Graduation Year


Document Type




Degree Name

Master of Science (M.S.)

Degree Granting Department

Marine Science

Major Professor

Chris Stallings, Ph.D.

Committee Member

Mark Albins, Ph.D.

Committee Member

Ernst Peebles, Ph.D.


Competition, stable isotope, niche width, eye lens, reef ecology


Invasive species can severely disrupt biological communities through their interactions with native organisms, yet little is known about the response of marine predators to the establishment of a competitive invasive fish. In the western Atlantic, invasive Indo-Pacific lionfishes (Pterois spp.) may represent a novel competitor to several commercially and ecologically important native species. However, there is a scarcity of empirical research documenting comparative resource use of cohabitant lionfish and native fishes, as well the physiological consequences that may result from interspecific interactions with the invasive species. For this thesis, I conducted two studies designed to elucidate the strength of resource use overlap and potential competition among invasive lionfish and an ecologically similar serranid, the Graysby (Cephalopholis cruentata), along a contiguous coral-reef ledge in Biscayne National Park, South Florida.

My first study aimed to determine whether lionfish and Graysby could be classified as competitors through comparisons of Graysby population size, diet, and condition across a range of ambient lionfish biomass. Using stable isotope and gut content analyses, I measured a difference in Graysby diet on sites with larger populations of lionfish, specifically a smaller breadth of resource use and lower consumption of teleost fish prey. Despite a shift in diet, Graysby condition did not vary with lionfish biomass, and thus this study did not provide unequivocal evidence of competition between the two species. However, based on a high amount of apparent overlap in interspecific resource use, competitive interactions between lionfish and species such as Graysby remain likely in systems with more limiting prey or shelter.

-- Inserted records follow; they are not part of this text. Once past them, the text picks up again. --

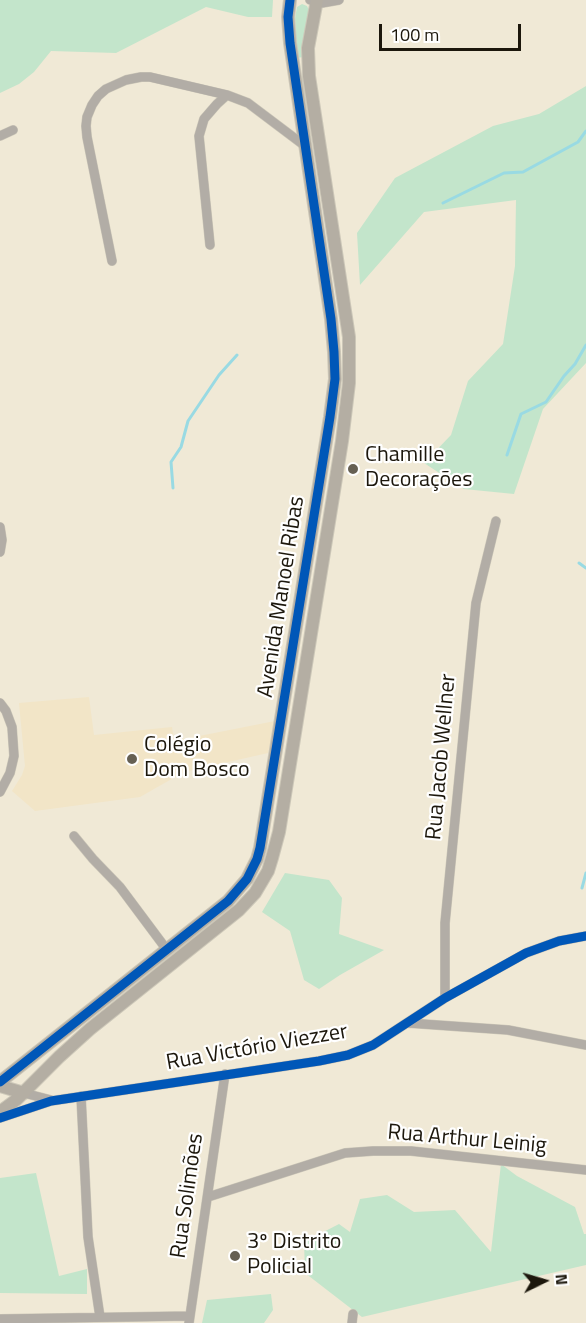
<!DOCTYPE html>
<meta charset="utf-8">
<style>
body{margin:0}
#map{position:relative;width:586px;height:1323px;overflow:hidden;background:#f0e9d6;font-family:"Titillium Web",sans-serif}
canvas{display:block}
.north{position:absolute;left:514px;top:1251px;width:60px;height:60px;-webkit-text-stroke:4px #fff;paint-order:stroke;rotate:85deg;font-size:16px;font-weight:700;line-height:24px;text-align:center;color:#1c170c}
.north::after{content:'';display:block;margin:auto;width:21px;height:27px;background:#1c170c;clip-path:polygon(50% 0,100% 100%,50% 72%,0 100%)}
.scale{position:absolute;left:379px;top:24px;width:142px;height:27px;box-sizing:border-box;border:3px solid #1c170c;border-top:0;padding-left:8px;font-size:18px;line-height:21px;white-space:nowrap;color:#1c170c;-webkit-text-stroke:4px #fff;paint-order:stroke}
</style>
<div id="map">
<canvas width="586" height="1323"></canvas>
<div class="north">N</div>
<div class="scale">100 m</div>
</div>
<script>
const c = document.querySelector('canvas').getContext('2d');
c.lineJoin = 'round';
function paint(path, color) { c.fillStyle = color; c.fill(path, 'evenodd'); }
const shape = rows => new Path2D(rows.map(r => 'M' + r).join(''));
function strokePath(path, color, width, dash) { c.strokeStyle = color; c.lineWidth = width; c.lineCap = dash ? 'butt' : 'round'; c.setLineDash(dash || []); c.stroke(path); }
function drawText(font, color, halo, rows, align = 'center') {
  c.font = font + ' "Titillium Web",sans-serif'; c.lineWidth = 4.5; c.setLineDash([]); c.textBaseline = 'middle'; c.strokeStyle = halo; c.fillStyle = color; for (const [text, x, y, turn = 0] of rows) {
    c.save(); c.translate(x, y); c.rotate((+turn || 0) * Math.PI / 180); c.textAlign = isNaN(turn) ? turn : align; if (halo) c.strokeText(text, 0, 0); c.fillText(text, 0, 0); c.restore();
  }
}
const built = shape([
 [89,697,94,735,172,727,174,741,275,721,268,753,184,772,140,797,35,811,12,791,22,775,25,766,19,703]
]);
const green = shape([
 [0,0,273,0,272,17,248,17,206,7,116,53,51,51,34,72,19,84,0,93],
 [302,4,307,6,309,10,303,57,297,58,295,18,297,7],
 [586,86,586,363,543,409,514,494,464,489,424,463,451,435,468,381,503,344,515,266,516,200,424,212,360,285,357,233,395,178,493,126,539,114],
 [285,873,329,880,342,898,339,934,384,950,340,975,319,989,304,980,290,931,262,912],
 [501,1164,517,1176,575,1207,584,1234,586,1234,586,1265,362,1317,305,1273,304,1242,339,1224,350,1232,360,1199,387,1195,414,1212,455,1210,491,1252],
 [36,1173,59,1276,87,1269,87,1294,0,1293,0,1178],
 [271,1294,273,1310,264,1323,202,1323,207,1300]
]);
const stream = shape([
 [443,203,504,173,523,172,578,142,586,131],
 [507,455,521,414,546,402,564,376,575,364,586,345],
 [173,488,171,462,181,447,188,421,219,375,237,355],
 [579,563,586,568],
 [582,888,586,873]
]);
const minor = shape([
 [310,0,322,3,339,0],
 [0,136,13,130],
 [210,245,199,136,204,119,217,104,227,95],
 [112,261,87,137,86,126,87,117,92,105,98,96,106,89,126,80,141,77,150,77,227,95,248,103,305,146],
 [0,527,2,540,0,552],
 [0,703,6,711,12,727,14,756,10,773,0,792],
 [74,836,93,859,120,887,167,950],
 [445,998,445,923,476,603,496,521],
 [408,1023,508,1030,586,1045],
 [24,1093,51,1100],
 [81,1096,88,1237,100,1317],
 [0,1118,51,1101,319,1061,348,1055,373,1045,445,998,526,953,559,941,586,936],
 [208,1197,345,1153,373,1151,411,1151,586,1170],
 [0,1319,190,1316],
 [189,1323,225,1074],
 [352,1323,353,1314]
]);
const major = shape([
 [0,1082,228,901,247,879,257,859,260,848,330,417,335,379,334,352,331,319,290,43,288,17,290,0],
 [0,1086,24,1093],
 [0,1112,16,1100,59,1057,90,1029,239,910,255,893,268,871,272,858,279,832,342,441,349,383,349,337,309,76,308,48,317,0]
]);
const cycleway = shape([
 [0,1082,228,901,247,879,257,859,260,848,330,417,335,379,334,352,331,319,290,43,288,17,290,0],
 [0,1118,51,1101,319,1061,348,1055,373,1045,445,998,526,953,559,941,586,936]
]);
const markers = [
 [353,469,6,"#666053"],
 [132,759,6,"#666053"],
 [235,1256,6,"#666053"]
];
const poiNames = [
 ["Chamille",365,456],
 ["Decorações",365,481],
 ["Colégio",144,746],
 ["Dom Bosco",144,771],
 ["3º Distrito",247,1243],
 ["Policial",247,1268]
];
const streetNames = [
 ["Avenida Manoel Ribas",282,597,-81],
 ["Rua Jacob Wellner",442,757,-85],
 ["Rua Victório Viezzer",257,1048,-10],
 ["Rua Arthur Leinig",467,1140,5],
 ["Rua Solimões",188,1196,-82]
];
paint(built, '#f2e5c7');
paint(green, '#c3e5cb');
strokePath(stream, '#99dae3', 3);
strokePath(minor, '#ccc7b8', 10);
strokePath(major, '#ccc7b8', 14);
strokePath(minor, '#b2ada6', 9);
strokePath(major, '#b4aea3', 12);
strokePath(cycleway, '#0057b8', 9);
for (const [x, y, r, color] of markers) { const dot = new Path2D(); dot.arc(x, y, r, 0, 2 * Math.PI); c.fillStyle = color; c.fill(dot); strokePath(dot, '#fff', 2); }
drawText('22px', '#1c170c', '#fff', poiNames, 'left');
drawText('22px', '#1c170c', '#fff', streetNames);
</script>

For my second study, I measured stable isotope values of muscle, liver, and eye lens layers in lionfish and Graysby to further compare individual and population-level patterns of diet and habitat use. The use of eye lenses as metabolically stable chronological recorders of stable isotopes has vast potential to provide insight about animal life history, but has not yet been applied to describe trends in resource use among invasive and native species. To aid these analyses I created a rudimentary map of spatial isotopic variation along the reef ledge of Biscayne National Park, which could serve as a frame of reference to study local-scale animal movements. Isotopic differences between liver and muscle samples suggested a broader range of movement in lionfish than Graysby, important for understanding the relative scale of habitat use in these species. In eye lenses, stable isotope values increased logarithmically with lens radius (i.e. fish size), likely reflecting patterns of trophic growth. There was a high amount of variability among the shapes of eye lens isotopic chronologies, particularly those of lionfish, yielding further information about movement and individual resource use specificity in these species.

The results of this thesis are the first to compare native predator diet and condition across a range of invasive lionfish biomass, as well as the first to measure size-structured trends in the resource use of individual lionfish. Together, these results enhance our understanding of the potential for competition among lionfish and native mesopredators, an important objective for researchers studying how this highly invasive species interacts with surrounding ecological communities.